Simplifying Logarithms: Solving logpie(1-cosx)+logpie(1+cosx)-2logpie sinx

[star321]

my question is simplify:
logpie(1-cosx)+logpie(1+cosx)-2logpie sinx (i don't know how to make the pie symbol)

i thought it was going to be
logpie-logpiecosx+logpie+logpiecosx-2logpiesinx
=
2logpie-2logpiesinx

But, from my other post I was told you cannot do that with ln's.. is it the same for logs, that I cannot do that? If not, any suggestions on how i could simplify this?

 

[arildno]

1. Open up your textbook where the rules for the arithmetic of logarithms stand.

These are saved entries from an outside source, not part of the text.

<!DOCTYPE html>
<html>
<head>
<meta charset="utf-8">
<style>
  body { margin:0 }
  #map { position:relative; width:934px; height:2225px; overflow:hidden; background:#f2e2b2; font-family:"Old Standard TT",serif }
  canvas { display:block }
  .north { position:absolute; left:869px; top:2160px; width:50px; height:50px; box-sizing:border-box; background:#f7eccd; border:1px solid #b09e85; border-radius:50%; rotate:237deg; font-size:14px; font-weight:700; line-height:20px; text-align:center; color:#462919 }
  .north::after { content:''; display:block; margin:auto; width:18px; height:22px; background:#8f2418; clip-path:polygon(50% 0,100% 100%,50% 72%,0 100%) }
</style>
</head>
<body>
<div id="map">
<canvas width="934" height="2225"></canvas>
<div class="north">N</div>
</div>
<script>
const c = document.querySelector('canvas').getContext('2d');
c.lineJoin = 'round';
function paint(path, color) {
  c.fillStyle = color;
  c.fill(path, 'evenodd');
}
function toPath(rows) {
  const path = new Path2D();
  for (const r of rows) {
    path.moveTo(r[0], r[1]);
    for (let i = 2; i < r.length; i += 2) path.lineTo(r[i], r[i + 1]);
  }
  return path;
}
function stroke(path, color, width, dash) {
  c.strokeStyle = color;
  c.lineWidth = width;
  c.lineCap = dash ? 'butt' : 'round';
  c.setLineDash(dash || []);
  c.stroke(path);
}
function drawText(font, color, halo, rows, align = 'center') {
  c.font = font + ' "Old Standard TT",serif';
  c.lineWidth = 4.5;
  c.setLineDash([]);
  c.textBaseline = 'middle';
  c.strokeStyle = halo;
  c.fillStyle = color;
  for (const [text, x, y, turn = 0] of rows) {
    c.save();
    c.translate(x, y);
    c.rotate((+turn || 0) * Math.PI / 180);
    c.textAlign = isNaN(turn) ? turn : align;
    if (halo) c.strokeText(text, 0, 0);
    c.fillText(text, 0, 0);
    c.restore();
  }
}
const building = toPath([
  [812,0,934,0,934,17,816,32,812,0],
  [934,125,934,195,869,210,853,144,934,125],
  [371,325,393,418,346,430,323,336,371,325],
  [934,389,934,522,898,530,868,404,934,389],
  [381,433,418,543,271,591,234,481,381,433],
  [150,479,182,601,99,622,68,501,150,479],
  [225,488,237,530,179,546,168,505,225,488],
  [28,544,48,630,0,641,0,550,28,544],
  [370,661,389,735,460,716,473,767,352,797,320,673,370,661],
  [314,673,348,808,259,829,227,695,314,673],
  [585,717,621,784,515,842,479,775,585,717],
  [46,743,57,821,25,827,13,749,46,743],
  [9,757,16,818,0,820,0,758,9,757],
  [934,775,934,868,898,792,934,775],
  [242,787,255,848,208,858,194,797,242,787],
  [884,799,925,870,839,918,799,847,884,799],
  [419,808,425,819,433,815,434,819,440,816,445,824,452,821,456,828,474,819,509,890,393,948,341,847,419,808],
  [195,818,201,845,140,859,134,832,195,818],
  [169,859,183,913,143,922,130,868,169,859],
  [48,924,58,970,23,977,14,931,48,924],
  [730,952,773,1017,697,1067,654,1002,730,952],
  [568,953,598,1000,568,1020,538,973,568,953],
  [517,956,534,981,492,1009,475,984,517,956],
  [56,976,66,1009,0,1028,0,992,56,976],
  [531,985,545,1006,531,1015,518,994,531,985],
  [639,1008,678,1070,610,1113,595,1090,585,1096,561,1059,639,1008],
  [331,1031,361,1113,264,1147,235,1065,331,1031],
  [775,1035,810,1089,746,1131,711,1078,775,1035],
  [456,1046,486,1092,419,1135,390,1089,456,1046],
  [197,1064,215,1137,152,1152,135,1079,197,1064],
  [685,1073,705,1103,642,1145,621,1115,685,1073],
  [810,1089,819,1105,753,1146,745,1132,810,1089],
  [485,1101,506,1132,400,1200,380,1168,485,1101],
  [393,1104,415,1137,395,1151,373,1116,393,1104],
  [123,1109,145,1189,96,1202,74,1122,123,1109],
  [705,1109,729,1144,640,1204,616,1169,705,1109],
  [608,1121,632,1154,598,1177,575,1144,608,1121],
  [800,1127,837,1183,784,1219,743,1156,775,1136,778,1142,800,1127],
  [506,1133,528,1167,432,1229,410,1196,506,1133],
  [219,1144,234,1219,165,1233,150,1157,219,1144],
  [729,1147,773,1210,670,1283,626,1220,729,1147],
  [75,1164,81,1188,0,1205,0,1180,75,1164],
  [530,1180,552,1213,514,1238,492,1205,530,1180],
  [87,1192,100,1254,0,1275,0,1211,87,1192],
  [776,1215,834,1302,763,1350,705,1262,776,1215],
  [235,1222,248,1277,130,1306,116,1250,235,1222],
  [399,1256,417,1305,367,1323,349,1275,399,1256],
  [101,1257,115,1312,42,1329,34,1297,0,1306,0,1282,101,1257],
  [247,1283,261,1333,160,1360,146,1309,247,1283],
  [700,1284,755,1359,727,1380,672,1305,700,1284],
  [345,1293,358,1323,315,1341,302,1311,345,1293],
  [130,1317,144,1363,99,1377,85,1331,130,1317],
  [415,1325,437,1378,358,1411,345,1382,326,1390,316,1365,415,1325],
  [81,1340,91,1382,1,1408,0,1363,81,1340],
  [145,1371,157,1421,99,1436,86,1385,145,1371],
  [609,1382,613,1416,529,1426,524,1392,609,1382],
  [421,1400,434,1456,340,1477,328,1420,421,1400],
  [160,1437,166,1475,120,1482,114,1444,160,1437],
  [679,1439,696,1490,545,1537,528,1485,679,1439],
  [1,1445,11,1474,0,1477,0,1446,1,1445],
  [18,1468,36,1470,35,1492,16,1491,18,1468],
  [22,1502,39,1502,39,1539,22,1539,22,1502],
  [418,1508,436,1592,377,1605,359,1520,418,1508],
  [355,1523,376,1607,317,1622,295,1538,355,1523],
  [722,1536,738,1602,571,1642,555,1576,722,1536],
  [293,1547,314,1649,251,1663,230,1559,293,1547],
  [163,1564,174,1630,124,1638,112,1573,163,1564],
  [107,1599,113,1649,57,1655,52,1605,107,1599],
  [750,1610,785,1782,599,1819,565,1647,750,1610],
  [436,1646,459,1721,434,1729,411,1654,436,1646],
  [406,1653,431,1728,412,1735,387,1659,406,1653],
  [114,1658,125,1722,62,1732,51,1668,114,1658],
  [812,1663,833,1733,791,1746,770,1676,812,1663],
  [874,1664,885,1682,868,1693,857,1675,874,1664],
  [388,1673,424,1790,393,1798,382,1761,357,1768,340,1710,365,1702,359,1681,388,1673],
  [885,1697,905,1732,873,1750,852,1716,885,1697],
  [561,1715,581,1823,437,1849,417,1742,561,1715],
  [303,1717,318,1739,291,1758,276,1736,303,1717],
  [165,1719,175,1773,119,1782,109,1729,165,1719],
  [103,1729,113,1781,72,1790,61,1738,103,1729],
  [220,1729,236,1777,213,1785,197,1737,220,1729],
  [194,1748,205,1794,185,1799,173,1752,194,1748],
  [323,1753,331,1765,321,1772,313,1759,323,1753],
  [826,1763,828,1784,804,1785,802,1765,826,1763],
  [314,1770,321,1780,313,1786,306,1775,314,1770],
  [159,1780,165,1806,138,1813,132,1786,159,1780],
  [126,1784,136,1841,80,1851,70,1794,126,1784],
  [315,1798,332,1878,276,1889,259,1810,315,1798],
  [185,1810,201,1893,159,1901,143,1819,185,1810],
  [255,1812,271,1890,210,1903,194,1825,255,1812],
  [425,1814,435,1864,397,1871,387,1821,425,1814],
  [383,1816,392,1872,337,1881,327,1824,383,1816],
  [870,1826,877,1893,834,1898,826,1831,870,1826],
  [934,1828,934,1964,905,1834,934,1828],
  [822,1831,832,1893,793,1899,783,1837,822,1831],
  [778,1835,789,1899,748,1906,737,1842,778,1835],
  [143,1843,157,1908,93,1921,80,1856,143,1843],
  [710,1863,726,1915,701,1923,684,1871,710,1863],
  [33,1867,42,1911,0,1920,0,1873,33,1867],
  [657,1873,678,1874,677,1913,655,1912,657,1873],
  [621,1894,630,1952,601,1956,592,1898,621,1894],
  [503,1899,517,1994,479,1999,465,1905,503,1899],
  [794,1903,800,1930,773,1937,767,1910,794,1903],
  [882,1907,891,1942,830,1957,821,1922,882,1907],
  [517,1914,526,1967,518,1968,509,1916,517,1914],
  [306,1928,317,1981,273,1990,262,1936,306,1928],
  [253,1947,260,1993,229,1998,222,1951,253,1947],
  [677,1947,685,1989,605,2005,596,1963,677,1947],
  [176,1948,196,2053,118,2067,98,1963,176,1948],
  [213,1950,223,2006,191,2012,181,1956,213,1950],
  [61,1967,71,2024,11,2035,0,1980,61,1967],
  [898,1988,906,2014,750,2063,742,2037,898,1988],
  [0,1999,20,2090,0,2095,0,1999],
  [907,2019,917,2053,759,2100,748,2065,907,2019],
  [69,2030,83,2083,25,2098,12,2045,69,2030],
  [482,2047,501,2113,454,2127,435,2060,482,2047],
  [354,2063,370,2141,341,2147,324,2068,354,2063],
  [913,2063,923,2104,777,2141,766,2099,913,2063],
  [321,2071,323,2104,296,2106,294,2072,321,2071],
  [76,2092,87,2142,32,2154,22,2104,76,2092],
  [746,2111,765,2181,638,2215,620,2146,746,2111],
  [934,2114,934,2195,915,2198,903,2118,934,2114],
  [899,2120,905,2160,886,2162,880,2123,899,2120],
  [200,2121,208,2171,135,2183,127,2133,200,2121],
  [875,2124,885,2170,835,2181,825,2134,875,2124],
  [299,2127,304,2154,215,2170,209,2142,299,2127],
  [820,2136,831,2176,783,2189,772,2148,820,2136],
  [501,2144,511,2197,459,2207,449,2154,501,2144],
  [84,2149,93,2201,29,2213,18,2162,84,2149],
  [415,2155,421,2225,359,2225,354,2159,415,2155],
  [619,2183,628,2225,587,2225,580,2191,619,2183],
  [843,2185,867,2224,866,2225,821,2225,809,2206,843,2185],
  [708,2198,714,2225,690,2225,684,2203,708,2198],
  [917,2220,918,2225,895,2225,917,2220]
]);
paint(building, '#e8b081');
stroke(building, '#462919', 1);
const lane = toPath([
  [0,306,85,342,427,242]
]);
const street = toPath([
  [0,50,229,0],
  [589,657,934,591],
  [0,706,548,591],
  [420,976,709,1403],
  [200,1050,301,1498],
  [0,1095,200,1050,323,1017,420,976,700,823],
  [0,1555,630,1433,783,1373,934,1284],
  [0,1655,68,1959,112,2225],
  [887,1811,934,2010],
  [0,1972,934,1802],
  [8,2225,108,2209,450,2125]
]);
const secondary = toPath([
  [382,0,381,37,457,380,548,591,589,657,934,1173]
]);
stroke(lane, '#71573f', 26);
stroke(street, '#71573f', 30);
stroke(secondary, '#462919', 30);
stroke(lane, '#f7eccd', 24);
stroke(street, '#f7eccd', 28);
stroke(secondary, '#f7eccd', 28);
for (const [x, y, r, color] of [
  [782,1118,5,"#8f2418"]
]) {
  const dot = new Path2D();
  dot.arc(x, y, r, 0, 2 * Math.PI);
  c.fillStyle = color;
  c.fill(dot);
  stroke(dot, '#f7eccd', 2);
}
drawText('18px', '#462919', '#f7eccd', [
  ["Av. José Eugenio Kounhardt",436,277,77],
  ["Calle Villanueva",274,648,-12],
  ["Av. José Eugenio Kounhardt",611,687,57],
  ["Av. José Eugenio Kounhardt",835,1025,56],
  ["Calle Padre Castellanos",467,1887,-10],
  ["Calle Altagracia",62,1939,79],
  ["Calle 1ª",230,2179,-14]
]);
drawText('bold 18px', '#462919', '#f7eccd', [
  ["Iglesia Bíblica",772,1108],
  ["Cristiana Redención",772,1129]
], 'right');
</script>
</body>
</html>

2. Post those rules in your next post.

3. THINK about those very rules, and see how you may apply them!

 

[tim_lou]

log(a+b) does not equal log(a)+log(b)
rather,
log(ab)=log(a)+log(b)
be careful

 

[star321]

OK
So laws of logarithms:
1) loga1=0
2)loga(xy)=logax+logay
3) loga (1/x)=-logax
4) loga(x/y)=logax-logay
5)loga(x^y)=ylogax
6)logax=logbx/logba


so
logpie(1-cosx)+logpie(1+cosx)-2logpie sinx

using 2)loga(xy)=logax+logay
logpie(1-cosx)(1+cosx)-2logpiesinx
=-2logpiecosx-2logpiesinx
then from 4) loga(x/y)=logax-logay
logpie=-2cosx/-2sinx
so logpie=cosx/sinx

That seems better to me, or did I make a mistake somewhere?

 

[arildno]

Great, star321!
Now, for your mistakes:
logpie(1-cosx)(1+cosx)-2logpiesinx
=-2logpiecosx-2logpiesinx

This is wrong!
You have:
$$\log_{\pi}((1-\cos(x))(1+\cos(x)))=\log_{\pi}(1-\cos^{2}(x))$$
This is NOT equal to $2\log_{\pi}(\cos(x))$!

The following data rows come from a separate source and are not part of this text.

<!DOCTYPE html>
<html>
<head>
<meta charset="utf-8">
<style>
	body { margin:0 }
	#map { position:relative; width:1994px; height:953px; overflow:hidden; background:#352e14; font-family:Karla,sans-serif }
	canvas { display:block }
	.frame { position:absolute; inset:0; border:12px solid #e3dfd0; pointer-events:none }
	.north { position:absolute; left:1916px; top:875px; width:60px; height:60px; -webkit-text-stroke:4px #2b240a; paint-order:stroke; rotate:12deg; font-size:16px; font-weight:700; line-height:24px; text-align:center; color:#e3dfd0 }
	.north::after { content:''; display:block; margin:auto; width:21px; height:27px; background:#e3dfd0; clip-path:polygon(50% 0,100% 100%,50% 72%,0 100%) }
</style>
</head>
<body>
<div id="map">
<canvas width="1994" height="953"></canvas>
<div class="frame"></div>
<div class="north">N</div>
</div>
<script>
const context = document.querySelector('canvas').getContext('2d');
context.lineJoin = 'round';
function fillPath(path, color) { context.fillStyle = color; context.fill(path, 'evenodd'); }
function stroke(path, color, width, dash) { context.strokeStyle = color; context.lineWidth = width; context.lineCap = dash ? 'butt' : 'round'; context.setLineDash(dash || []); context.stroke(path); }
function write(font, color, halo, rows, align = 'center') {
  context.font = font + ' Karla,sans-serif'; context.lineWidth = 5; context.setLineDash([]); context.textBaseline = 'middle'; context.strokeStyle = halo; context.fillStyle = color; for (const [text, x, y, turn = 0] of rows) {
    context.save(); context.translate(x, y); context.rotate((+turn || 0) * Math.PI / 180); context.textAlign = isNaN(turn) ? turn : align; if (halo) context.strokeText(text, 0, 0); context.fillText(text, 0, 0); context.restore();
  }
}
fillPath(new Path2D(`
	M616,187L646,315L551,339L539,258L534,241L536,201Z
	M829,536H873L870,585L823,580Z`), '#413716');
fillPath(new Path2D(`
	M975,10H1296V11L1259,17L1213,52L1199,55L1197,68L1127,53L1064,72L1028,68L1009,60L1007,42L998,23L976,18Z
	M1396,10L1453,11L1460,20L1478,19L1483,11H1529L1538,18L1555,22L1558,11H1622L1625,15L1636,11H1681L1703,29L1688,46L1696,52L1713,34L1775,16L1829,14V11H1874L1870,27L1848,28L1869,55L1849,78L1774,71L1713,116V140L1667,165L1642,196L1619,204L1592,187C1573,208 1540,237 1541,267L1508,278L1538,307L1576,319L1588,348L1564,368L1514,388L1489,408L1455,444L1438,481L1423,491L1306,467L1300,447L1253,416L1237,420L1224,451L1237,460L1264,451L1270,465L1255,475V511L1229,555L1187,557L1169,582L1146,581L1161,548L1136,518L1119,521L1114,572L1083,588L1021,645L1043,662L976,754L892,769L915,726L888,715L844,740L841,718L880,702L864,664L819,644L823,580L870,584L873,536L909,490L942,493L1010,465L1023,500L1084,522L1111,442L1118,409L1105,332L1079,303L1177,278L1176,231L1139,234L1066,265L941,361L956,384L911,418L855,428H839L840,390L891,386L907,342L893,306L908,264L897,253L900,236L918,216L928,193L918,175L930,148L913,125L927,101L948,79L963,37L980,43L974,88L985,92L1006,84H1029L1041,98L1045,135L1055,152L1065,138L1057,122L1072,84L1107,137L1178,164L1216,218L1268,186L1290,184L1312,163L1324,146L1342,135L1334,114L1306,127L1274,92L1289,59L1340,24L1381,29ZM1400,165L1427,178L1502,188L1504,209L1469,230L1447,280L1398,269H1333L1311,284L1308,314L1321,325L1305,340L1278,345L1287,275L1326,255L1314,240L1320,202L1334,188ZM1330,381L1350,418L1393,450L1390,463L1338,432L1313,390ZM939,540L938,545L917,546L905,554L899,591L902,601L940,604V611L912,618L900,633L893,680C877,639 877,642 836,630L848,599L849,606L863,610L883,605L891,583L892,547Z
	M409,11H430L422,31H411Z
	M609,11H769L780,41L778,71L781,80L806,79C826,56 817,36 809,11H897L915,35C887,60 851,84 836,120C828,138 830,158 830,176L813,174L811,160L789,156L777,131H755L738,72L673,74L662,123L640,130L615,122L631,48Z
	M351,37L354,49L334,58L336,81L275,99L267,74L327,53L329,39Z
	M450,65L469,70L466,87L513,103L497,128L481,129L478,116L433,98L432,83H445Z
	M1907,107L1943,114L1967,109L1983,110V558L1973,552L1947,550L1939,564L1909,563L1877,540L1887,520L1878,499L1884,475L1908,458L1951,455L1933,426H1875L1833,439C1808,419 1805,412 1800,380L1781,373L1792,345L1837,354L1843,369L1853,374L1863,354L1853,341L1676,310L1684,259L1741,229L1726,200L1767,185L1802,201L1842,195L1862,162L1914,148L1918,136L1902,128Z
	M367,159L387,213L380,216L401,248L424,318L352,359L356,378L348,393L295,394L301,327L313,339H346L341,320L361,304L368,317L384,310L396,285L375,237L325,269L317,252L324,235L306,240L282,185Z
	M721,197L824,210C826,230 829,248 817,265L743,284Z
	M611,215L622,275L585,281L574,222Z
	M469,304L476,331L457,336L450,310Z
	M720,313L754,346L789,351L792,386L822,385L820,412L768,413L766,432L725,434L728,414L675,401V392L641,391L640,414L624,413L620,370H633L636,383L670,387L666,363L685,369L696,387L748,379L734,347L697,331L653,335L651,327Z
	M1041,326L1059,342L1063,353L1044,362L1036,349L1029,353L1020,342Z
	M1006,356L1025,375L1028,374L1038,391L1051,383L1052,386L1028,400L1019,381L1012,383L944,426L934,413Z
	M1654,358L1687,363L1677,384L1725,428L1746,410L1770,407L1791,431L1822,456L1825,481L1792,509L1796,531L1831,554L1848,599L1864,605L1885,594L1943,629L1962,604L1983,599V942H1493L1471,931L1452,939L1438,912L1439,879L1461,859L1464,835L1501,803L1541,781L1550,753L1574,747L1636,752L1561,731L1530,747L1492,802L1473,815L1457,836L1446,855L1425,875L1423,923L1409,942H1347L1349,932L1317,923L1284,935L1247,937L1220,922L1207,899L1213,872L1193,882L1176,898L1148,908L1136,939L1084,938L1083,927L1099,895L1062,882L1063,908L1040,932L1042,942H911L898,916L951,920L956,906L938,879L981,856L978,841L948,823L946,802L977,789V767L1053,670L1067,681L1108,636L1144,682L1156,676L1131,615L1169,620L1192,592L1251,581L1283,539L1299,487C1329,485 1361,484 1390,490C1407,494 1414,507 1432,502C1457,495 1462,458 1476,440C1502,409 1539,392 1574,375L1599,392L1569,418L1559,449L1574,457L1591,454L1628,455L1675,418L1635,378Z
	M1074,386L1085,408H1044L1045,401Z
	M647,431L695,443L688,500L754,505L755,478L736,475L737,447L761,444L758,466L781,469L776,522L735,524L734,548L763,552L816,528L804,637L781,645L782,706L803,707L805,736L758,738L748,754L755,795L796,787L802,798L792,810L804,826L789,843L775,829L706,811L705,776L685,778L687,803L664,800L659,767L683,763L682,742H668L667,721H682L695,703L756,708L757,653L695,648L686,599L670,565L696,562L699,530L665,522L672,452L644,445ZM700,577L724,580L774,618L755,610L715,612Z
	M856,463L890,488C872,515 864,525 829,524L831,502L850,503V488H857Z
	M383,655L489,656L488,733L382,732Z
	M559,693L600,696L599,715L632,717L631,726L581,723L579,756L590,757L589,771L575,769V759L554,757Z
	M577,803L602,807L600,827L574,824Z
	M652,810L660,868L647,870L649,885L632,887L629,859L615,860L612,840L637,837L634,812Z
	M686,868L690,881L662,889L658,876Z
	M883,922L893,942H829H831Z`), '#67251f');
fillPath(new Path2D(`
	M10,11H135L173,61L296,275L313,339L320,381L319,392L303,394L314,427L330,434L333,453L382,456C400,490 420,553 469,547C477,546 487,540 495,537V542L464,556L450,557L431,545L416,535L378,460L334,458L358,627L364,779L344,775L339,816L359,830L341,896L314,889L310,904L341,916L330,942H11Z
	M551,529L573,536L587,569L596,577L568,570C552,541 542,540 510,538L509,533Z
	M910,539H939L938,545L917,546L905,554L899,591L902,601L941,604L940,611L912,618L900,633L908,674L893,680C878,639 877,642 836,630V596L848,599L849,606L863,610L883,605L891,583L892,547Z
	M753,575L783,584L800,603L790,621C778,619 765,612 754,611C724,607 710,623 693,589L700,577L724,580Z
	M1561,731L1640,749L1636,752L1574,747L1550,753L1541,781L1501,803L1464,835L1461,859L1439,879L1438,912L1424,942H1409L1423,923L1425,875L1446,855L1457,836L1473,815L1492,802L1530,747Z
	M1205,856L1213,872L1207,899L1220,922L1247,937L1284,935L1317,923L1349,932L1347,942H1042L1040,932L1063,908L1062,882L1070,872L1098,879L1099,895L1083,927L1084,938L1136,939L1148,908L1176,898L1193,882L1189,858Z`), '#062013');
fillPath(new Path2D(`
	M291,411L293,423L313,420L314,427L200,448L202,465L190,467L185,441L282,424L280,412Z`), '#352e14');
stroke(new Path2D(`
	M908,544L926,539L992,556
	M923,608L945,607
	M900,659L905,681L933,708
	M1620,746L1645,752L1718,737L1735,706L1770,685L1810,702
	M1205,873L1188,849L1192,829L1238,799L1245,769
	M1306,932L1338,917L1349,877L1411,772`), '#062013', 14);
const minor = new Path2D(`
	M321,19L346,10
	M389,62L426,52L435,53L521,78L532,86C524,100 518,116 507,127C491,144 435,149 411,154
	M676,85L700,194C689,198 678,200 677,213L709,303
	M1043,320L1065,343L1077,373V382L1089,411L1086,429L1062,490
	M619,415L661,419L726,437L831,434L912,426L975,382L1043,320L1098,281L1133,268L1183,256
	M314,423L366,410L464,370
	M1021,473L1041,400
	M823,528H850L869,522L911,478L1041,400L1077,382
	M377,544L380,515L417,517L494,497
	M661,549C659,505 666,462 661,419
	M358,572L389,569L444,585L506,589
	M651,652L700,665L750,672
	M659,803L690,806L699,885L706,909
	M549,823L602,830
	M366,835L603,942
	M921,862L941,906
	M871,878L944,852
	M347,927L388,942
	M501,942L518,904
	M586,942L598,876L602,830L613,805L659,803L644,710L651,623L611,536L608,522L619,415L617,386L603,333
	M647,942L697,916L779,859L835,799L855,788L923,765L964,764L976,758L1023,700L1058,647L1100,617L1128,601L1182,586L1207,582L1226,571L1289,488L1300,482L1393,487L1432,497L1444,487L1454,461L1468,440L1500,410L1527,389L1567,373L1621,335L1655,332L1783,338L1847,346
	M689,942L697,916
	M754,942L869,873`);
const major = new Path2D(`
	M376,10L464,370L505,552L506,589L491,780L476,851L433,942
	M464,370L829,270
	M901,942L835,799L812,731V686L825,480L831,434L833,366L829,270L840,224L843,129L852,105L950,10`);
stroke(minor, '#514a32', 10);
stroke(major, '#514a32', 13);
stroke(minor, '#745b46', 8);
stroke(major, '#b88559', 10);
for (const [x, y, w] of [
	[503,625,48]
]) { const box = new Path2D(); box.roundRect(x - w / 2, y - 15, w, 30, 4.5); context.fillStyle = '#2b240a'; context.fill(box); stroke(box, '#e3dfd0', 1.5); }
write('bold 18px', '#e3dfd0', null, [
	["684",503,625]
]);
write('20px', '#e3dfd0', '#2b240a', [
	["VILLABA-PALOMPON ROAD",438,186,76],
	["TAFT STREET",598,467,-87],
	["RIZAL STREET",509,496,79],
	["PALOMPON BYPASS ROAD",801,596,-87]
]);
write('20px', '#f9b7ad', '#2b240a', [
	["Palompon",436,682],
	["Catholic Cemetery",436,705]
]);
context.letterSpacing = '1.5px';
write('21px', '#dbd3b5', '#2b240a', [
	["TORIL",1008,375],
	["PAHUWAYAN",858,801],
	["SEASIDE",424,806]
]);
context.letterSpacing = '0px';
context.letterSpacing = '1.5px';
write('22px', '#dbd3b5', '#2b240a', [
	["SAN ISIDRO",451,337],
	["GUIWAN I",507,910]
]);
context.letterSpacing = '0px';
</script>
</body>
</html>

However, we DO have the trigonometric identity $1-\cos^{2}(x)=\sin^{2}(x)$

Therefore, you have:
$$\log_{\pi}((1-\cos(x))(1+\cos(x)))=2\log_{\pi}(\sin(x))$$

Your application of the fraction rule is also faulty.

 

[tim_lou]

just out of curiosity... why did you put pie instead of pi?

 

[star321]

oh is it sposed to be pi?? hehe.. i didnt know.

 

[TD]

oh is it sposed to be pi?? hehe.. i didnt know.

Yes, pie is something you eat. You don't eat pi
You could try eating pi pies though

 

[HallsofIvy]

OK
So laws of logarithms:
1) loga1=0
2)loga(xy)=logax+logay
3) loga (1/x)=-logax
4) loga(x/y)=logax-logay
5)loga(x^y)=ylogax
6)logax=logbx/logba


so
logpie(1-cosx)+logpie(1+cosx)-2logpie sinx

using 2)loga(xy)=logax+logay
logpie(1-cosx)(1+cosx)-2logpiesinx
=-2logpiecosx-2logpiesinx
then from 4) loga(x/y)=logax-logay
logpie=-2cosx/-2sinx
so logpie=cosx/sinx

That seems better to me, or did I make a mistake somewhere?

It seems better?? What do you think "$log_\pi$" MEANS??
$log_\pi$ is a function. The function by itself is meaningless:
$log_\pi$ of what?

 

[3trQN]

Yes, pie is something you eat. You don't eat pi
You could try eating pi pies though

Could you? Is it really possible to eat Pi(Pies)?

At some point your pie will need to be divided into such a small fraction that there is no way to separate the individual pie mixture ( the collection of molecules that can be said to make up a pie ) into that small a part of the whole without it ceasing to be a true pie...

There are few, if any, cases in engineering and science where more than a few dozen digits are needed; with the 50 digits given here; the circumference of any circle that would fit in the observable universe (ignoring the curvature of space) could be computed with an error less than the size of a proton.

So as you approach the 50th decimal expansion of Pi(Pies) you would be in the realm of protons, and as such, it would be impossible to distinguish a pie from a mellon...

Is this correct?

 

[arildno]

Nor would it be distinguishable from cows' dung.

 

[tim_lou]

if you are in a non-Euclidean space-time where pi=3. You can eat 3 pies!

 

[3trQN]

if you are in a non-Euclidean space-time where pi=3. You can eat 3 pies!

How long would it take you to eat them?